Teniendo en cuenta las dificultades que plantea la estrategia de la transparencia, el debate ha girado en los últimos años hacia otra categoría: se trataría de diseñar una inteligencia artificial explicable. Organizaciones e instituciones públicas deberían explicar los procesos y las decisiones de los algoritmos de un modo que sea comprensible por los humanos que los emplean o son afectados por ellos. Seguramente no se pueden aplicar a las decisiones de los sistemas los mismos criterios que valen para las decisiones humanas, pero sí que cabe situar a los sistemas inteligentes en el espacio deliberativo en el que se sopesan decisiones y argumentos.
Esta supervisión de los sistemas inteligentes sobrepasa la capacidad de la gente corriente, está al alcance en principio de los expertos, pero incluso los especialistas tienen grandes dificultades de comprender ciertas decisiones. Los programas cuyas decisiones se apoyan en enormes cantidades de datos son de una gran complejidad. Los seres humanos individuales se encuentran sobrecargados a la hora de comprender en detalle el proceso de la toma de decisiones. Únicamente personas expertas están en condiciones de entender la lógica de los códigos y los algoritmos, con lo que cualquier operación de hacerlos más transparentes tiene efectos asimétricos, no posibilita una accesibilidad universal.
A este respecto, el artículo 22 de la regulación europea sobre protección de datos introduce un “derecho a explicación” muy poco realista. Ese derecho reconoce a los individuos la capacidad de exigir una explicación acerca de cómo fue tomada una decisión plenamente automatizada que les afecte. Pero el problema fundamental cuando hablamos de inteligibilidad es que la tarea de auditar los algoritmos o explicar las decisiones automáticas ha de concebirse como una tarea colectiva, no como un mero derecho individual, en muchas ocasiones de difícil realización. La idea de un consentimiento informado procede más bien del derecho privado que de la gobernanza de los bienes comunes, de una libertad negativa (en el sentido en el que la formulaba Isaiah Berlin), no desde una perspectiva relacional, social y política.
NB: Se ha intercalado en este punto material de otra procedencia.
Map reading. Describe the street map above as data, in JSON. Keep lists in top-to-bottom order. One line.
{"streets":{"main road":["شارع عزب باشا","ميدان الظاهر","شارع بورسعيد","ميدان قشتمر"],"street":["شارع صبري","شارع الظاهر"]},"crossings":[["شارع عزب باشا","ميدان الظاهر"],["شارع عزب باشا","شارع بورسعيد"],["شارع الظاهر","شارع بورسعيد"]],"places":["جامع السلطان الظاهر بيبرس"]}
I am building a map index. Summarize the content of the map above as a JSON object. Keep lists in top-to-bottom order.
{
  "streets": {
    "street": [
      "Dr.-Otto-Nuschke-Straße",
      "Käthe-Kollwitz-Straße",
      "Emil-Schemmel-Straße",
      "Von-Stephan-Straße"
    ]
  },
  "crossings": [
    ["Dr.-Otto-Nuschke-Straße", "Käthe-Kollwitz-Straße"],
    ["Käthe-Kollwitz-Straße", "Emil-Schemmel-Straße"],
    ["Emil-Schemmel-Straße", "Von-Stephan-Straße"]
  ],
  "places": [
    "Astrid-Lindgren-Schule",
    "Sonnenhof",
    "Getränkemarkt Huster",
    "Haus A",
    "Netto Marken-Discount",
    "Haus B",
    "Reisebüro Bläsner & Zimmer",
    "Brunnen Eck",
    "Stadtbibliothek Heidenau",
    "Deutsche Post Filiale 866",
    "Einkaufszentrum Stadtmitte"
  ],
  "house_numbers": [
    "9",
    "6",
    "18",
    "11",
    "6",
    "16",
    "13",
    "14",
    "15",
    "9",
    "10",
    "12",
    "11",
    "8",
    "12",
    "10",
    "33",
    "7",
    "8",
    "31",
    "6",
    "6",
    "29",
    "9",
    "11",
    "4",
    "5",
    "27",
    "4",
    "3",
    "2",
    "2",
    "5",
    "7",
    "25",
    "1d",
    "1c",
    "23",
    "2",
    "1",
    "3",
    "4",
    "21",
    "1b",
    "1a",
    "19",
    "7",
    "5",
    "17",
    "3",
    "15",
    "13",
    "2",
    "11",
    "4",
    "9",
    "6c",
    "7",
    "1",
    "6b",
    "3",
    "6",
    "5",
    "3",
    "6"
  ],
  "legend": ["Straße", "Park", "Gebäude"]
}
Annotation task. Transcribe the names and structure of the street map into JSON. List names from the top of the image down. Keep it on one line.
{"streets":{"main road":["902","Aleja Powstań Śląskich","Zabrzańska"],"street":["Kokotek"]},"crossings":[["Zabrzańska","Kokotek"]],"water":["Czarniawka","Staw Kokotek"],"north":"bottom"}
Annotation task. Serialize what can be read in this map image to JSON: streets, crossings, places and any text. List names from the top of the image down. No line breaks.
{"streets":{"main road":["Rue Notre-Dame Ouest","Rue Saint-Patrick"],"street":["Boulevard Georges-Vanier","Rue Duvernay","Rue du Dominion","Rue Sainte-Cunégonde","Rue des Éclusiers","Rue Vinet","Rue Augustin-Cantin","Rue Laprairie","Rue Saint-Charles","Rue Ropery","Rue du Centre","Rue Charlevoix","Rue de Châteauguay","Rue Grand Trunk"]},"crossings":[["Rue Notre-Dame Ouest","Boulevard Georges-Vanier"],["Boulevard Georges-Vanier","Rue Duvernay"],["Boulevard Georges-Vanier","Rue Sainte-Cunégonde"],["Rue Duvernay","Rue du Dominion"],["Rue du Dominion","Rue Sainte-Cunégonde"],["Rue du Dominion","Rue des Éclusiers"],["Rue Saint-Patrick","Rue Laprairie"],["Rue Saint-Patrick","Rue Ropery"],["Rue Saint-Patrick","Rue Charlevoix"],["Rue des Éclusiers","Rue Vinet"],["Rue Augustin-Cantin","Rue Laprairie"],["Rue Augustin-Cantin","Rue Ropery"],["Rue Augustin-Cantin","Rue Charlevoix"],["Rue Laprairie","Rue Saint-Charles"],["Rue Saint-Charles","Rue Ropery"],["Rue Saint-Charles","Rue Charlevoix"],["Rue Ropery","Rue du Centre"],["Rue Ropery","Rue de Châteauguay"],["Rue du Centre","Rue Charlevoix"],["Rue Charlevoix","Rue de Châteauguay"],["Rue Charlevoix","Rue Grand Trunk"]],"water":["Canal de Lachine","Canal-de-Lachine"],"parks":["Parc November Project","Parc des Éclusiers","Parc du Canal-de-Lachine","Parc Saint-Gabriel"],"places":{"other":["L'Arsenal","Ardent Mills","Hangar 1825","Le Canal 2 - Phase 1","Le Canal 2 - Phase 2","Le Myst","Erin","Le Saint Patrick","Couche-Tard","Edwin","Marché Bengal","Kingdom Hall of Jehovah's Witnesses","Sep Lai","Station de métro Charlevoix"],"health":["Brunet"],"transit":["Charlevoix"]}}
No basta con privatizar la transparencia y dejar en manos de la ciudadanía el control sobre los sistemas inteligentes –un control que apenas pueden llevar a cabo– y renunciar así a la regulación pública. Los sujetos individuales sólo podemos gestionar las corrientes masivas de datos en una medida limitada. No podríamos decidir en torno a datos y decisiones posibles más que si nos son filtradas hasta unas dimensiones que nos resulten manejables. En vez de tomar como punto de partida a un usuario independiente, las prácticas de la trasparencia sólo tienen sentido en un contexto social, como señales de una disposición a rendir cuentas y generar confianza.